42Du hast uns zu Kot und Unflat gemacht unter den Völkern.
43Alle unsere Feinde sperren ihr Maul auf wider uns.
44Wir werden gedrückt und geplagt mit Schrecken und Angst.
45Meine Augen rinnen mit Wasserbächen über dem Jammer der Tochter meines Volks.
46Meine Augen fließen und können nicht ablassen; denn es ist kein Aufhören da,
47bis der HERR vom Himmel herabschaue und sehe darein.
48Mein Auge frißt mir das Leben weg um die Tochter meiner Stadt.
49Meine Feinde haben mich gehetzet, wie einen Vogel, ohne Ursache.
50Sie haben mein Leben in einer Grube umgebracht und Steine auf mich geworfen.
51Sie haben auch mein Haupt mit Wasser überschüttet. Da sprach ich: Nun bin ich gar dahin.
52Ich rief aber deinen Namen an, HERR, unten aus der Grube;
53und du erhöretest meine Stimme.
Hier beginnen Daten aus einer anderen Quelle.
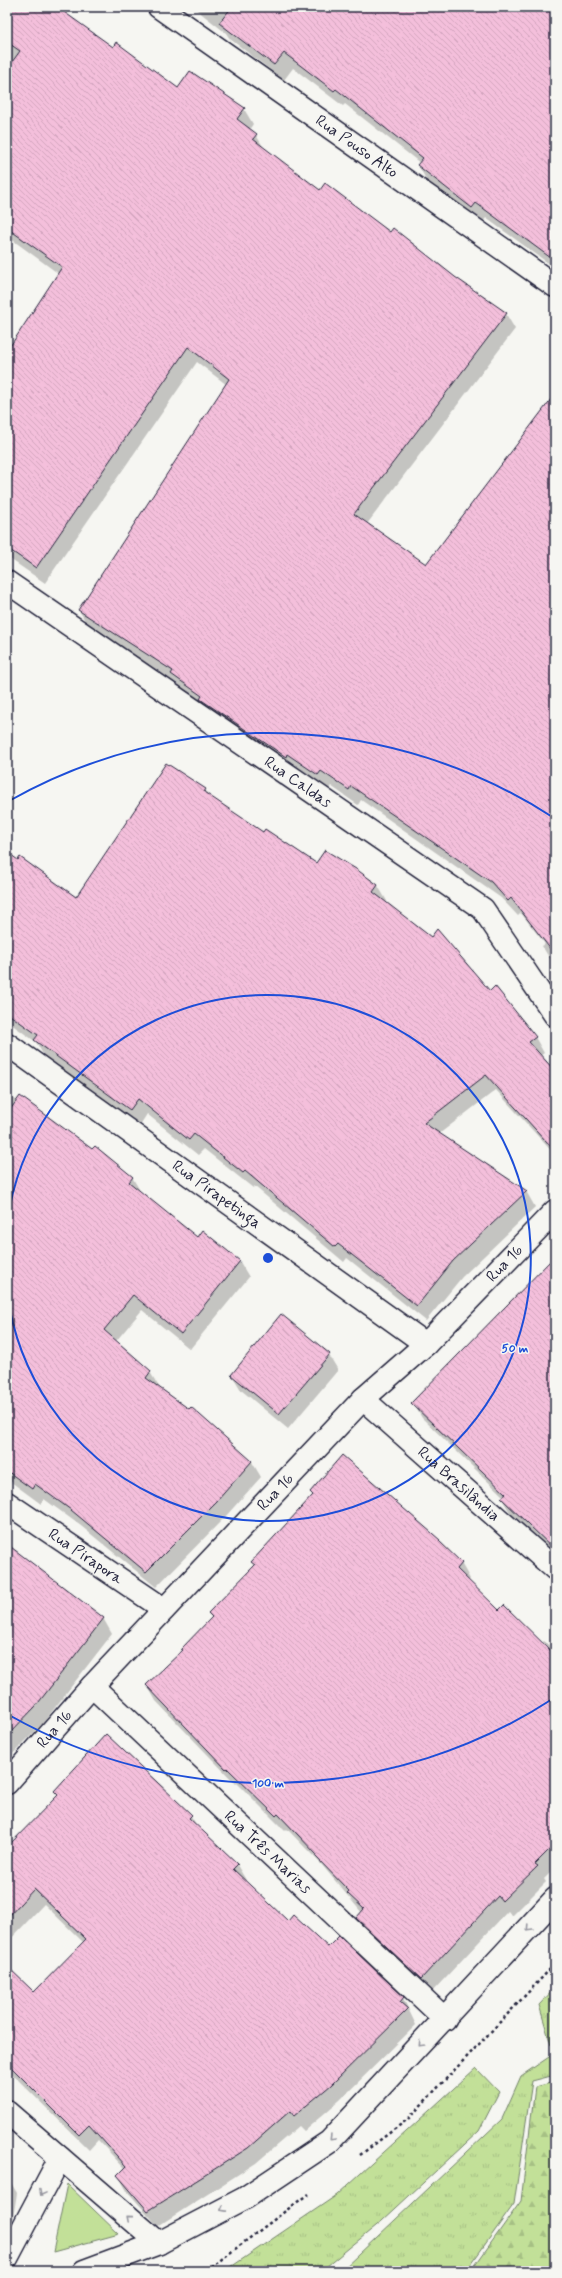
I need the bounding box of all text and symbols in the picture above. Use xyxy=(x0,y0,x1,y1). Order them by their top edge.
street label: Rua Pouso Alto xyxy=(311,110,403,183)
street label: Rua Caldas xyxy=(260,751,336,812)
street label: Rua Pirapetinga xyxy=(168,1155,266,1233)
street label: Rua 16 xyxy=(481,1240,528,1286)
centre of rings xyxy=(261,1251,275,1265)
text: 50 m xyxy=(502,1341,529,1357)
street label: Rua Brasilândia xyxy=(413,1442,505,1526)
street label: Rua 16 xyxy=(252,1468,298,1515)
street label: Rua Pirapora xyxy=(44,1523,128,1589)
street label: Rua 16 xyxy=(32,1705,77,1753)
text: 100 m xyxy=(252,1776,285,1792)
street label: Rua Três Marias xyxy=(220,1806,316,1898)
one-way arrow xyxy=(526,1923,533,1931)
one-way arrow xyxy=(418,2039,426,2047)
one-way arrow xyxy=(329,2134,337,2141)
one-way arrow xyxy=(39,2188,46,2196)
one-way arrow xyxy=(220,2204,228,2212)
one-way arrow xyxy=(126,2215,134,2222)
Verbirg deine Ohren nicht vor meinem Seufzen und Schreien!
54Nahe dich zu mir, wenn ich dich anrufe, und sprich: Fürchte dich nicht!
55Führe du, HERR, die Sache meiner Seele und erlöse mein Leben!
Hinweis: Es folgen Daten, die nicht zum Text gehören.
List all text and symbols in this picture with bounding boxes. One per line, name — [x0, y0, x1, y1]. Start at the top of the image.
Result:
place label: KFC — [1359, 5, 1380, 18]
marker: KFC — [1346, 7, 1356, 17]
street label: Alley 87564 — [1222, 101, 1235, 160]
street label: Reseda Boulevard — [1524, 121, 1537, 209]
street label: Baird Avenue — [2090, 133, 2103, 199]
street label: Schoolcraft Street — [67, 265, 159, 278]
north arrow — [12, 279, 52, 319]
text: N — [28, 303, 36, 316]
56HERR, schaue, wie mir so unrecht geschieht, und hilf mir zu meinem Recht!
57Du siehest alle ihre Rache und alle ihre Gedanken wider mich.
58HERR, du hörest ihre Schmach und alle ihre Gedanken über mich,
59die Lippen meiner Widerwärtigen und ihr Dichten wider mich täglich.
60Schaue doch; sie gehen nieder oder stehen auf, so singen sie von mir Liedlein.
61Vergilt ihnen, HERR, wie sie verdienet haben!
62Laß ihnen das Herz erschrecken und deinen Fluch fühlen!
63Verfolge sie mit Grimm und vertilge sie unter dem Himmel des HERRN!
64Wie ist das Gold so gar verdunkelt und das feine Gold so häßlich worden, und liegen die Steine des Heiligtums vorne auf allen Gassen zerstreuet!
65Die edlen Kinder Zions, dem Golde gleich geachtet, wie sind sie nun den irdenen Töpfen verglichen, die ein Töpfer macht!
66Die Drachen reichen die Brüste ihren Jungen und säugen sie; aber die Tochter meines Volks muß unbarmherzig sein, wie ein Strauß in der Wüste.